DATA SHOWN section start

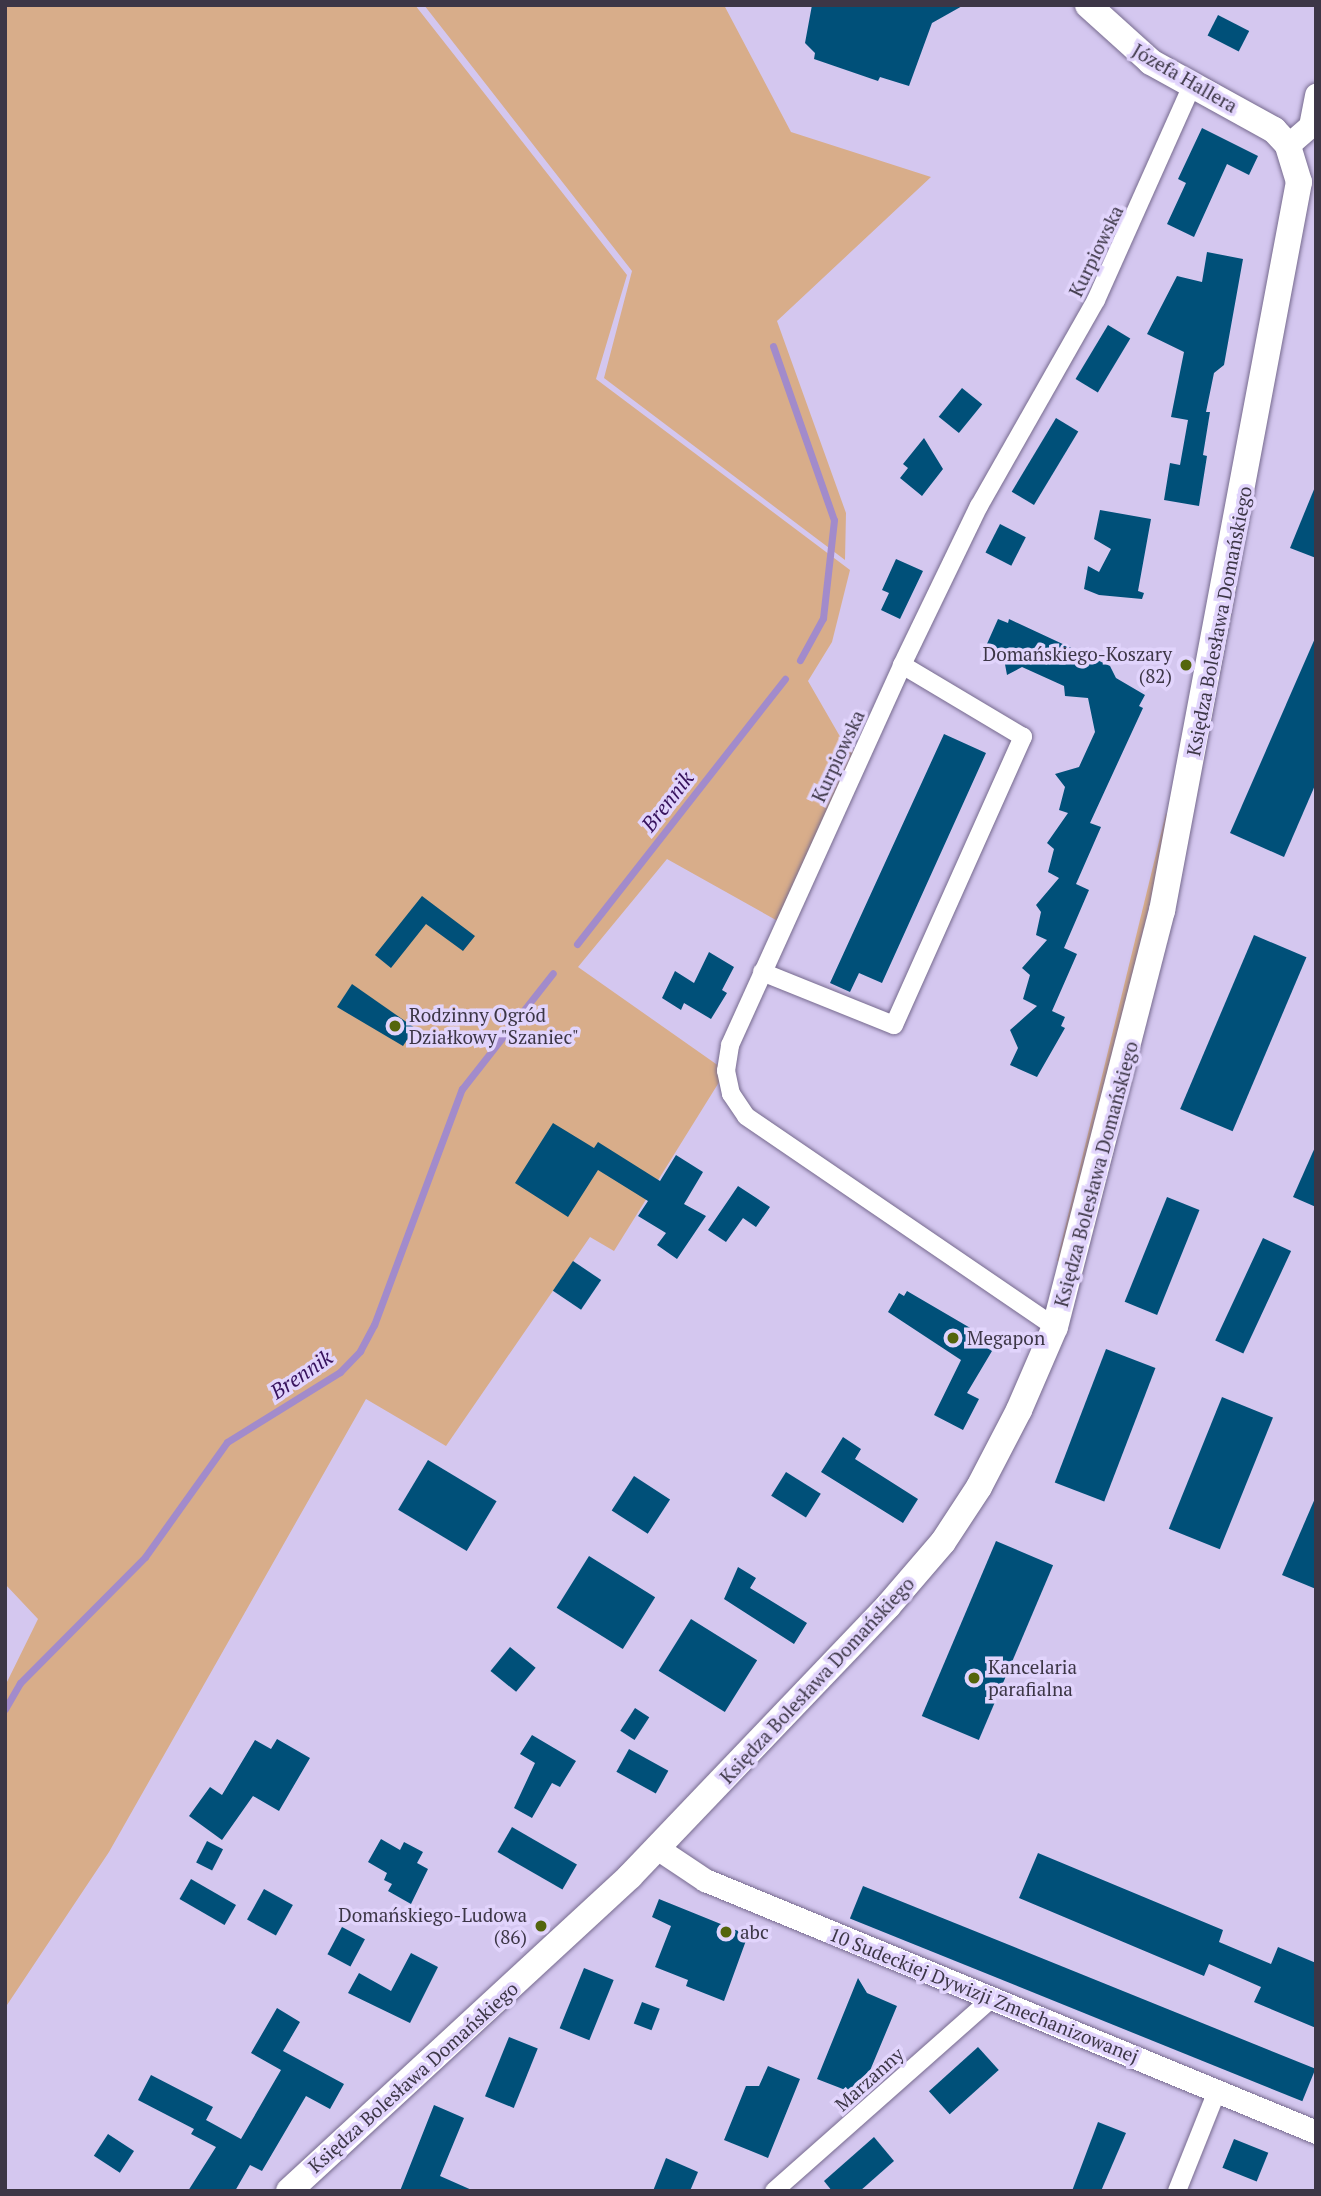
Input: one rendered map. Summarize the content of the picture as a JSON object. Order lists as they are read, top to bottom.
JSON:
{
  "streets": {
    "main road": ["Józefa Hallera", "Księdza Bolesława Domańskiego"],
    "street": ["Kurpiowska", "10 Sudeckiej Dywizji Zmechanizowanej", "Marzanny"]
  },
  "crossings": [
    ["Józefa Hallera", "Kurpiowska"],
    ["Józefa Hallera", "Księdza Bolesława Domańskiego"],
    ["Kurpiowska", "Księdza Bolesława Domańskiego"],
    ["Księdza Bolesława Domańskiego", "10 Sudeckiej Dywizji Zmechanizowanej"],
    ["10 Sudeckiej Dywizji Zmechanizowanej", "Marzanny"]
  ],
  "water": ["Brennik"],
  "places": [
    "Domańskiego-Koszary (82)",
    "Rodzinny Ogród Działkowy \"Szaniec\"",
    "Megapon",
    "Kancelaria parafialna",
    "Domańskiego-Ludowa (86)",
    "abc"
  ]
}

DATA SHOWN section end

The records above need to be copied exactly, with the pictures left out.

#### SOLUTION FOR THIS TASK:
Input: one rendered map. Summarize the content of the picture as a JSON object. Order lists as they are read, top to bottom.
JSON:
{
  "streets": {
    "main road": ["Józefa Hallera", "Księdza Bolesława Domańskiego"],
    "street": ["Kurpiowska", "10 Sudeckiej Dywizji Zmechanizowanej", "Marzanny"]
  },
  "crossings": [
    ["Józefa Hallera", "Kurpiowska"],
    ["Józefa Hallera", "Księdza Bolesława Domańskiego"],
    ["Kurpiowska", "Księdza Bolesława Domańskiego"],
    ["Księdza Bolesława Domańskiego", "10 Sudeckiej Dywizji Zmechanizowanej"],
    ["10 Sudeckiej Dywizji Zmechanizowanej", "Marzanny"]
  ],
  "water": ["Brennik"],
  "places": [
    "Domańskiego-Koszary (82)",
    "Rodzinny Ogród Działkowy \"Szaniec\"",
    "Megapon",
    "Kancelaria parafialna",
    "Domańskiego-Ludowa (86)",
    "abc"
  ]
}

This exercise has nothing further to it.